### To do
Wherever "rows" turns up in a line of the entries below, that line counts. Say how many such lines there are, with no other words.

== Records for the exercise ==

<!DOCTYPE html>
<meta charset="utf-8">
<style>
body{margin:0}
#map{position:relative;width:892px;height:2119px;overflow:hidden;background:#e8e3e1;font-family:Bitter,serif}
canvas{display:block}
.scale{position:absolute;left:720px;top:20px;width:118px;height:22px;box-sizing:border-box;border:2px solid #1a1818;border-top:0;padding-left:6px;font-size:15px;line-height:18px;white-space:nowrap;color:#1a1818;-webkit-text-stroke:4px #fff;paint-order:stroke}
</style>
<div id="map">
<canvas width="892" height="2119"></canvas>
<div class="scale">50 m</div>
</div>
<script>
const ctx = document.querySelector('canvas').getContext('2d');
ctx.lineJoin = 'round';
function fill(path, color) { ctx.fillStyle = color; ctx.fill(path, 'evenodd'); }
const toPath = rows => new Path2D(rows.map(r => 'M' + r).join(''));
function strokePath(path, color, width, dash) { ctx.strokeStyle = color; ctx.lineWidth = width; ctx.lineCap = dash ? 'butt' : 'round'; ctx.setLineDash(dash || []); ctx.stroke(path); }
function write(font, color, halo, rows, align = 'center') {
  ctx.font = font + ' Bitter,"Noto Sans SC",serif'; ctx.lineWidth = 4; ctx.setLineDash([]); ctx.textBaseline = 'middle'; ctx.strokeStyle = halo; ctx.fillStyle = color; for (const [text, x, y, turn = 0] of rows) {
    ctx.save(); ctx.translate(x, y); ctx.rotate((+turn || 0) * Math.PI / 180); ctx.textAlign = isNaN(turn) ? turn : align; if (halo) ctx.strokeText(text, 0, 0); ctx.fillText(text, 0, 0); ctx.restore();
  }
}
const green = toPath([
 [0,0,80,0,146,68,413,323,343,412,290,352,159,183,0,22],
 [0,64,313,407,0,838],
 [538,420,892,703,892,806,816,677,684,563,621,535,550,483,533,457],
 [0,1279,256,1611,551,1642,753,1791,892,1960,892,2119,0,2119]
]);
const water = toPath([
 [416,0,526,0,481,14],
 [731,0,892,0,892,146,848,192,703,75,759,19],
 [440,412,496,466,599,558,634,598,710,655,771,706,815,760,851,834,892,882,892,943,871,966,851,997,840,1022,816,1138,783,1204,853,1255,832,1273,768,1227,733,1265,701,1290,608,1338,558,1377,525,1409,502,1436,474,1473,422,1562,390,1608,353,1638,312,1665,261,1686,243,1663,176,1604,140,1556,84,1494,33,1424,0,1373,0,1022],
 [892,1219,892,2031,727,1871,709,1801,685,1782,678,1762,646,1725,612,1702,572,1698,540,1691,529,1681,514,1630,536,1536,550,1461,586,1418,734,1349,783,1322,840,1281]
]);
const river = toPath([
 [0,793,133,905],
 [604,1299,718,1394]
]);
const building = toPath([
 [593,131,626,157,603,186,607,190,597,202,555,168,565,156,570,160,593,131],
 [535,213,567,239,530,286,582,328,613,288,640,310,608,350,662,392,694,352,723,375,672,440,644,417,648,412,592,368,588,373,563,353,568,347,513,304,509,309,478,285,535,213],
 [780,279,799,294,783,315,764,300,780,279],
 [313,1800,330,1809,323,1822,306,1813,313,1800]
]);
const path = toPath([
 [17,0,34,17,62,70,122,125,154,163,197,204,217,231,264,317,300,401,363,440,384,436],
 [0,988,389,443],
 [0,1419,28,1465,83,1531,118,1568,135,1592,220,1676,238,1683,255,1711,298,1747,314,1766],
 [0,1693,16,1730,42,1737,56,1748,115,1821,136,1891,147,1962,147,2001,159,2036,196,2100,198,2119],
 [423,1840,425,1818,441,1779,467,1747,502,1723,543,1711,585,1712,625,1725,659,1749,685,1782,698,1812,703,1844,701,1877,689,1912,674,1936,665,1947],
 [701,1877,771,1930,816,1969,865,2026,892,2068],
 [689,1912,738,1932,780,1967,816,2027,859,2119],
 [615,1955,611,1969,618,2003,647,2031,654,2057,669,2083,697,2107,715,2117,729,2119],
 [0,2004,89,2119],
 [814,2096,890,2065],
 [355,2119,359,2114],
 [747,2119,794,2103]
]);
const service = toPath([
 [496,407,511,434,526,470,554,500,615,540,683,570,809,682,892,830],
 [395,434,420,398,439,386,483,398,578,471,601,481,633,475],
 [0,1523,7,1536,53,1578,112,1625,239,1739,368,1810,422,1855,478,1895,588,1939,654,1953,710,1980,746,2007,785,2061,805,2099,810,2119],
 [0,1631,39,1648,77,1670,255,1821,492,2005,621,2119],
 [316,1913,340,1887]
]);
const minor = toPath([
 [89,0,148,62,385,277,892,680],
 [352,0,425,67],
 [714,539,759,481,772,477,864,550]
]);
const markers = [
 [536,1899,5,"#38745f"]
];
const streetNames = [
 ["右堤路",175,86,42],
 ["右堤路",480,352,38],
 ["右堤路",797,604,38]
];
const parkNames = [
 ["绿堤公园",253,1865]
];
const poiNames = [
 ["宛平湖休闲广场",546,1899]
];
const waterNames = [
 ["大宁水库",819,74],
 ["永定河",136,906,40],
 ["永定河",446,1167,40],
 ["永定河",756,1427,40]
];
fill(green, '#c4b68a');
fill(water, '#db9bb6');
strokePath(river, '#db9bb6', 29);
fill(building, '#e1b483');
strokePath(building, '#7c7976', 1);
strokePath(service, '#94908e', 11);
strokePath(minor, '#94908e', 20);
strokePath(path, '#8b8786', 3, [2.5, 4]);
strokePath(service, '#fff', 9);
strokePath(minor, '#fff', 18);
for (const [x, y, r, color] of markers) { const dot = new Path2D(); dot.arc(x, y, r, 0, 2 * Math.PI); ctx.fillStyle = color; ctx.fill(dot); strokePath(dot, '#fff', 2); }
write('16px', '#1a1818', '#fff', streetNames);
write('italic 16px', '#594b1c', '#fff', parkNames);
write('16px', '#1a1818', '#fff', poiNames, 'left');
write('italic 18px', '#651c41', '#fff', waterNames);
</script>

===

### Answer section
3